The bill throughout its journey in the General Assembly has faced strong opposition from various advocacy groups concerned the legislation will harm many low-income families and children relying on public assistance. Cassidy Wheeler, advocacy coordinator for the nonprofit food bank network Feeding Kentucky, told the committee the bill would particularly burden underfunded public schools that try to fill the gaps with child hunger.

Mentioning her experience as a former teacher at Warren County Public Schools, Wheeler said children and families who are immigrants or refugees could be particularly hurt by the loss of benefits.

“These are the families who will fall through the cracks if this bill passes. Those who already face significant challenges either because of language barriers, work demands, accessibility or any number of other reasons,” Wheeler said. “If HB7 passes, families will lose food assistance, kids will go hungry.”

Dozens of organizations and advocacy groups representing social workers, mental health advocates, housing advocates and food banks sent a joint letter to lawmakers last week opposing the legislation.

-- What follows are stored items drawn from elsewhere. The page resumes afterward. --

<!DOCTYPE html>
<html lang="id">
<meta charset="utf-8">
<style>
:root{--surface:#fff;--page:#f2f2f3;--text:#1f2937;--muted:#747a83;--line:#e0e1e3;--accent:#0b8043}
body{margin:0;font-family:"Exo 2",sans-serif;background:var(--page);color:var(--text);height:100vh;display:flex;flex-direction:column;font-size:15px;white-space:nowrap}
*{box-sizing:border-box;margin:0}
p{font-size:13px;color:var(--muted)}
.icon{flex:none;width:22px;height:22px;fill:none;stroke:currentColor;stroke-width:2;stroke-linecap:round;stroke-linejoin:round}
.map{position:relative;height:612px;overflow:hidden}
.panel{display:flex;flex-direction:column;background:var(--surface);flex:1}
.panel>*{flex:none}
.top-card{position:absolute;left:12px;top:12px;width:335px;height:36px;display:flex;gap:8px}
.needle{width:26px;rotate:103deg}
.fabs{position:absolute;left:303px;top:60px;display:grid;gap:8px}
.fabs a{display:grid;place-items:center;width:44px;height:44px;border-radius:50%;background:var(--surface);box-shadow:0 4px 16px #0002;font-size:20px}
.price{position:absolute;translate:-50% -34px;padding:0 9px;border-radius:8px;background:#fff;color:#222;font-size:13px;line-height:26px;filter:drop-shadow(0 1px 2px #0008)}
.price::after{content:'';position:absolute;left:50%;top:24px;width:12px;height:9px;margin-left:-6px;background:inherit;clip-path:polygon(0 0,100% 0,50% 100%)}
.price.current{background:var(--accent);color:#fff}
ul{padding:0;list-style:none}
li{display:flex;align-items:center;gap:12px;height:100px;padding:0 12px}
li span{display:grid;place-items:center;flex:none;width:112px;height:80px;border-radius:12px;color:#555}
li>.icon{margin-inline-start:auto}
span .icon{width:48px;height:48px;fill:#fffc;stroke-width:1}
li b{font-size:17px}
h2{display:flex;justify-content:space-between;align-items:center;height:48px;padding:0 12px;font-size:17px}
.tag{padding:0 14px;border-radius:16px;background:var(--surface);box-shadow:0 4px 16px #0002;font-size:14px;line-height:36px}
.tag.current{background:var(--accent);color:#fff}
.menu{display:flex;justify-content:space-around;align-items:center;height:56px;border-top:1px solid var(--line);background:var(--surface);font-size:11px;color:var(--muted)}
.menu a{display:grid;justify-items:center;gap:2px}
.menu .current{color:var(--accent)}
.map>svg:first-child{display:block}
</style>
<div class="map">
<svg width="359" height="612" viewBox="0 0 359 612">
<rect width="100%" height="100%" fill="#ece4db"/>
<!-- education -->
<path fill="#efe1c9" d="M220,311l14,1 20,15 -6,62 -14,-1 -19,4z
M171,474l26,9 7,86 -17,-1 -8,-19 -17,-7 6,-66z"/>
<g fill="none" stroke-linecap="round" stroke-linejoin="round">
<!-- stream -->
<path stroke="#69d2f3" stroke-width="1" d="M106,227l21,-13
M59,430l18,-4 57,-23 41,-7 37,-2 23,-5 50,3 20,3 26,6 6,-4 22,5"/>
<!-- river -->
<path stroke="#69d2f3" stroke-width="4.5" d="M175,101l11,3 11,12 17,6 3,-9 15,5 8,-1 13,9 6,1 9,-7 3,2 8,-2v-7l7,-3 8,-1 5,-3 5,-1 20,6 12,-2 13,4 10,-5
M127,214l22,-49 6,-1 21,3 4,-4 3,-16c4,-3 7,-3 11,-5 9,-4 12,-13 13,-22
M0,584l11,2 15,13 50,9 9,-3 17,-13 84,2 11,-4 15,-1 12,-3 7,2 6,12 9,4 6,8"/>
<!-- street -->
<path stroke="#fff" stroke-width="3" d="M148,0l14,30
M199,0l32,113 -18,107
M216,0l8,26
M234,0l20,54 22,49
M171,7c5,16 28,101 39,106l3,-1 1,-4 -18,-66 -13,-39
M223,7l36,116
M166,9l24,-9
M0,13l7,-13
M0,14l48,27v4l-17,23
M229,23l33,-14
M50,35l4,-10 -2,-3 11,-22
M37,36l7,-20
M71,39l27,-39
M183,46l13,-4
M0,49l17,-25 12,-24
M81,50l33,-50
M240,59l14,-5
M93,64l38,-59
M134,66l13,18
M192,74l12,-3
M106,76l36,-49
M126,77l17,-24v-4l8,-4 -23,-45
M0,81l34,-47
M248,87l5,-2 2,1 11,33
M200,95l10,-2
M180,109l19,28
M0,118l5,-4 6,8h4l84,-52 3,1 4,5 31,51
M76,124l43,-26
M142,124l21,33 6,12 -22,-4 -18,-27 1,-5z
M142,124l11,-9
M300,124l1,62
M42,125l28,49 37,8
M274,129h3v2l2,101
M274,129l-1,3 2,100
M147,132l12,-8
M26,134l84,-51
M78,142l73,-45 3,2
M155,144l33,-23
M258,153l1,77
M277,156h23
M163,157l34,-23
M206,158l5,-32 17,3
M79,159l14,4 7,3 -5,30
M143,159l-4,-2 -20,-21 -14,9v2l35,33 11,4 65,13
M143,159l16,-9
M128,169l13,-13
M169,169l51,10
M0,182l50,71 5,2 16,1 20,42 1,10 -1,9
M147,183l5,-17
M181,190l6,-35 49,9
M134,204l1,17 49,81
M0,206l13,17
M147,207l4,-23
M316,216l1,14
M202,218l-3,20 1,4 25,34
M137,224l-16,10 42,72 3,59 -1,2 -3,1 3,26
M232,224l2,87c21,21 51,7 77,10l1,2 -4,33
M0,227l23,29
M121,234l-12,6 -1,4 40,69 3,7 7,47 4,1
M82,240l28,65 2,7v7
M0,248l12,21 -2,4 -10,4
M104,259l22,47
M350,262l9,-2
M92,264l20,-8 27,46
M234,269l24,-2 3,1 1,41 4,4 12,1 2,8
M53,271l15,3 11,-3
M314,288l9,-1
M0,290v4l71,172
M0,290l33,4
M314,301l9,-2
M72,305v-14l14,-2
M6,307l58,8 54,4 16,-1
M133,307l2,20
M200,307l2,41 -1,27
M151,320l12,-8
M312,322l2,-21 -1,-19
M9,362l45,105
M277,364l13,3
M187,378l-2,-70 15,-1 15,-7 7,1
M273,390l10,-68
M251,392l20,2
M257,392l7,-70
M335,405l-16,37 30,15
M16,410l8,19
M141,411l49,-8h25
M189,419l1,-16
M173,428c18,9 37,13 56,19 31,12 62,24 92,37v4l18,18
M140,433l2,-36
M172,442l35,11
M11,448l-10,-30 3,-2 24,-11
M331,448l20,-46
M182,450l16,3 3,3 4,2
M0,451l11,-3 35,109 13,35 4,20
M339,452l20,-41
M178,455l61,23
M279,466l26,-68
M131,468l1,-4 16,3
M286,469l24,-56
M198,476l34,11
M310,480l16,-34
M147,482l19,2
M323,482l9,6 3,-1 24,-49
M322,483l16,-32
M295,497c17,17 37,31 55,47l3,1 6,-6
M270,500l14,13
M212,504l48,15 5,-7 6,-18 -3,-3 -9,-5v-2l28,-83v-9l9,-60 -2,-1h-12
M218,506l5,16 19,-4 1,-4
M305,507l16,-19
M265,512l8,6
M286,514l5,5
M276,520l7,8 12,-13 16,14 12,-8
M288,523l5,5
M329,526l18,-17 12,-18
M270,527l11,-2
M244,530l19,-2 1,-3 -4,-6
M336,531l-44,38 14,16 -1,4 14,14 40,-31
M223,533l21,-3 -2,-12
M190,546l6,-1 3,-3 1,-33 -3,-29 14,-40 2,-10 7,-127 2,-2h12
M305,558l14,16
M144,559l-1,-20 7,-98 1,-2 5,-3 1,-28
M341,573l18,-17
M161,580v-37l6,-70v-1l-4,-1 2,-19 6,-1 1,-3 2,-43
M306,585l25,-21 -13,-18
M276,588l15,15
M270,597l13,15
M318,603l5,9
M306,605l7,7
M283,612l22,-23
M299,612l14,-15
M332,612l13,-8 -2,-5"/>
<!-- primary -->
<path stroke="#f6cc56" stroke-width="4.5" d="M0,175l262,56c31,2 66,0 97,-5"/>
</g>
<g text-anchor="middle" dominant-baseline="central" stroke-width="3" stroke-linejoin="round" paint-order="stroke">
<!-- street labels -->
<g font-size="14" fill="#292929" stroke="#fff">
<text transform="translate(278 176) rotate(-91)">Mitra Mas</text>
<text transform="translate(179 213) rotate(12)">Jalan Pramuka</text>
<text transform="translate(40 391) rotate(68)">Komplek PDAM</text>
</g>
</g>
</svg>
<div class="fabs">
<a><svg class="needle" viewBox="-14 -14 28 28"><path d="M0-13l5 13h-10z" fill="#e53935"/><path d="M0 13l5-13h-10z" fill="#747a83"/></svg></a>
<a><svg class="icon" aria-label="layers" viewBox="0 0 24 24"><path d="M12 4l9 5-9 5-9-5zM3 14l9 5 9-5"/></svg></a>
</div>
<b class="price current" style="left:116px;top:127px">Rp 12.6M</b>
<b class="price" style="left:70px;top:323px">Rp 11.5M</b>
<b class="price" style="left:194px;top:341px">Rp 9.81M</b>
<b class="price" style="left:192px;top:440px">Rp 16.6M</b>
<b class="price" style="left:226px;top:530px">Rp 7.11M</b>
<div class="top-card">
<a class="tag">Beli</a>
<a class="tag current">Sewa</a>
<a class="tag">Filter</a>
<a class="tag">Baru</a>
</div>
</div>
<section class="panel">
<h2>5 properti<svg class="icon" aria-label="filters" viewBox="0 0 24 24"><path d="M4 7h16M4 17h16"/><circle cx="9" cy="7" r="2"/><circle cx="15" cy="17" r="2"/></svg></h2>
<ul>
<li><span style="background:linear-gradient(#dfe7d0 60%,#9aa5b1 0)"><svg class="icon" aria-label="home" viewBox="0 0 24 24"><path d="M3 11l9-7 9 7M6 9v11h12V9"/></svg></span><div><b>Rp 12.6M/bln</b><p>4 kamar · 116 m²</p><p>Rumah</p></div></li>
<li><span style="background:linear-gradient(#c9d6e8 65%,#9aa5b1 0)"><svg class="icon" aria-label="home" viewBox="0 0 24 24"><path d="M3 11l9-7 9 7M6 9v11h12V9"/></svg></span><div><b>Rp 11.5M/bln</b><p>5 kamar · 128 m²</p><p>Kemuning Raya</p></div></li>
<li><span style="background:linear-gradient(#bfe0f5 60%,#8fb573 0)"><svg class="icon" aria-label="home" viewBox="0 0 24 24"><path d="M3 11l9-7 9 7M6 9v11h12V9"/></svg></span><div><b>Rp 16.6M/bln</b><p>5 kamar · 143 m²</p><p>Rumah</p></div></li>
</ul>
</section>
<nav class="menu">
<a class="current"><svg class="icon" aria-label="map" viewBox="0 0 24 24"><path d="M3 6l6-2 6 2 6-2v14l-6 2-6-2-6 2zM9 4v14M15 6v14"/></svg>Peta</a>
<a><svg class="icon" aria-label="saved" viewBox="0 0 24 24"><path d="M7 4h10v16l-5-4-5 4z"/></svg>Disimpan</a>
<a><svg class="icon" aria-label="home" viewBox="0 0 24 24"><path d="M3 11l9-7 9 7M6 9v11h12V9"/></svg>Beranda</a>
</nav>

Cabinet for Health and Family Services Secretary Eric Friedlander repeated previous concerns he had about the legislation to the senate committee, saying that the extra paperwork created from regulations in the bill could “overwhelm” cabinet employees in charge of handling phone calls related to public assistance. Friedlander said some changes to provisions in the bill regarding SNAP were appreciated, though.

Meade said the latest changes made to HB7 take out a lot of the extra “checks” that cabinet staff would have to do to root out suspected public assistance fraud, pointing to bill language that would have cabinet staff investigate suspected fraud “in the normal course of operations.”

It’s currently unclear how much the bill and new regulations will cost the state, though previous estimates by state officials and researchers have stated it could cost hundreds of millions of dollars in new cabinet staff and technology. The revised version of the bill approved by the senate committee doesn’t have a fiscal impact statement from legislature staff that’s published online, a lingering question and criticism raised by advocates and Democrats.

Dustin Pugel, senior policy analyst with the left-leaning research group Kentucky Center for Economic Policy, said the revised version of the bill does provide some flexibilities on implementing certain rules but that it still requires “too much paperwork, and too many verification checks for folks.”

“We already know that what we do works well to make sure that the right people are getting benefits,” Pugel said. “There's a lot of eligible folks who are going to lose Medicaid and SNAP.”